▶ Description of the task
Please work out how many lines in the material contain "신정현대아파트" and give only that figure.

%%

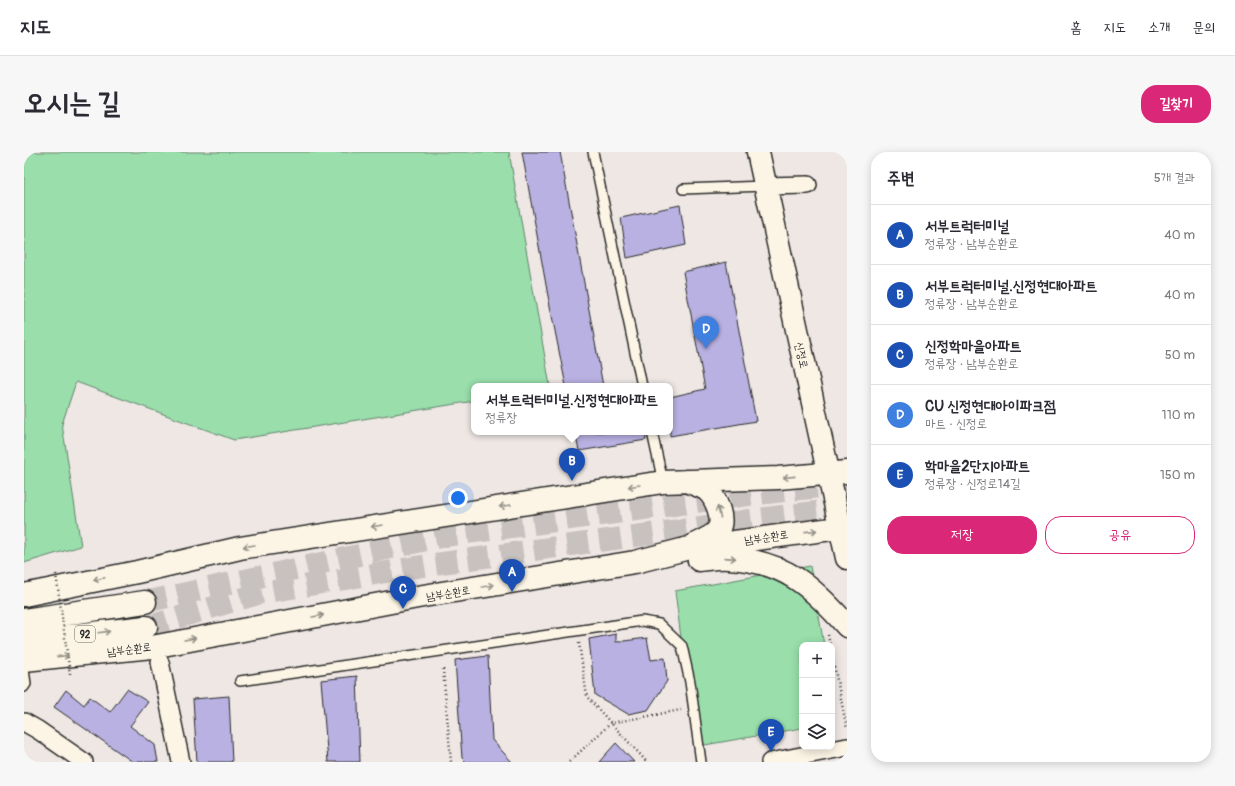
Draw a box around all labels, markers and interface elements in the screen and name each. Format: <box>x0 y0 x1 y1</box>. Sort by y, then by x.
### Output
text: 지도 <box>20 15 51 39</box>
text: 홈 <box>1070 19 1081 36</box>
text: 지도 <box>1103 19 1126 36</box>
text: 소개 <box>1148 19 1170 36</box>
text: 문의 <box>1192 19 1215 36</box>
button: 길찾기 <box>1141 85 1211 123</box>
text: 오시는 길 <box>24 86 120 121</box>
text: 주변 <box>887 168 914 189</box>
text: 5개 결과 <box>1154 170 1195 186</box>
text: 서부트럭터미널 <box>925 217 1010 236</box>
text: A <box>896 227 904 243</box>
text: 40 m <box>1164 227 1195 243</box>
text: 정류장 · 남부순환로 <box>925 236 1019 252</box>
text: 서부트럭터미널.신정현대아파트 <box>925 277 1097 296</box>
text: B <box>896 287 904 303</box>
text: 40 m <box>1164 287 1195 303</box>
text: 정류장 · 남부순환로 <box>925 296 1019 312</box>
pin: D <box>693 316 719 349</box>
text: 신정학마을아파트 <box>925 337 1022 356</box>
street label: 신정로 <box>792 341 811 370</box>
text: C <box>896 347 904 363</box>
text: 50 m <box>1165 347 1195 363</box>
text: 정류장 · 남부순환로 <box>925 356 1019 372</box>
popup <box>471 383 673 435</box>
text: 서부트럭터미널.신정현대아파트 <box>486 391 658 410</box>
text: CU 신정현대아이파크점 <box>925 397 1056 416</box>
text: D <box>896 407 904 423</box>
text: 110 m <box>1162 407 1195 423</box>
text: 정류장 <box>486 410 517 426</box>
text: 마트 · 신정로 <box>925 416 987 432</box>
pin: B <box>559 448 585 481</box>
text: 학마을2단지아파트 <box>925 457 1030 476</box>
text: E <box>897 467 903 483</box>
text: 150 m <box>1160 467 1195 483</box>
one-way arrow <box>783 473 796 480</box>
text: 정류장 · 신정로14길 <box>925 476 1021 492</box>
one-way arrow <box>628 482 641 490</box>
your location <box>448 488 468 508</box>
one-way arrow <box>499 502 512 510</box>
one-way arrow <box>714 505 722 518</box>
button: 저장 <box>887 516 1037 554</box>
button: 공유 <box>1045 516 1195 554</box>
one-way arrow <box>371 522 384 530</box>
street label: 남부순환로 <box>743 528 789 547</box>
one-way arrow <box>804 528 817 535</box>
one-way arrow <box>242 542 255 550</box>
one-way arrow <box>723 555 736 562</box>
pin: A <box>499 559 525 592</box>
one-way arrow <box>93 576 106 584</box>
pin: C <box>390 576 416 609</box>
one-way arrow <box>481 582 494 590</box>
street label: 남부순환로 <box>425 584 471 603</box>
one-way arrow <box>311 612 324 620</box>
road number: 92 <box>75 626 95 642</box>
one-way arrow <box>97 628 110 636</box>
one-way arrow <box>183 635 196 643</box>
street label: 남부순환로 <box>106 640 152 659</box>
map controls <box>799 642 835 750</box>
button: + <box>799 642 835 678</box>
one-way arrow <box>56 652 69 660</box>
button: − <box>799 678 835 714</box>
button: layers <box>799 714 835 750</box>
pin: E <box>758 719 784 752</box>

%%

▶ Expected output
2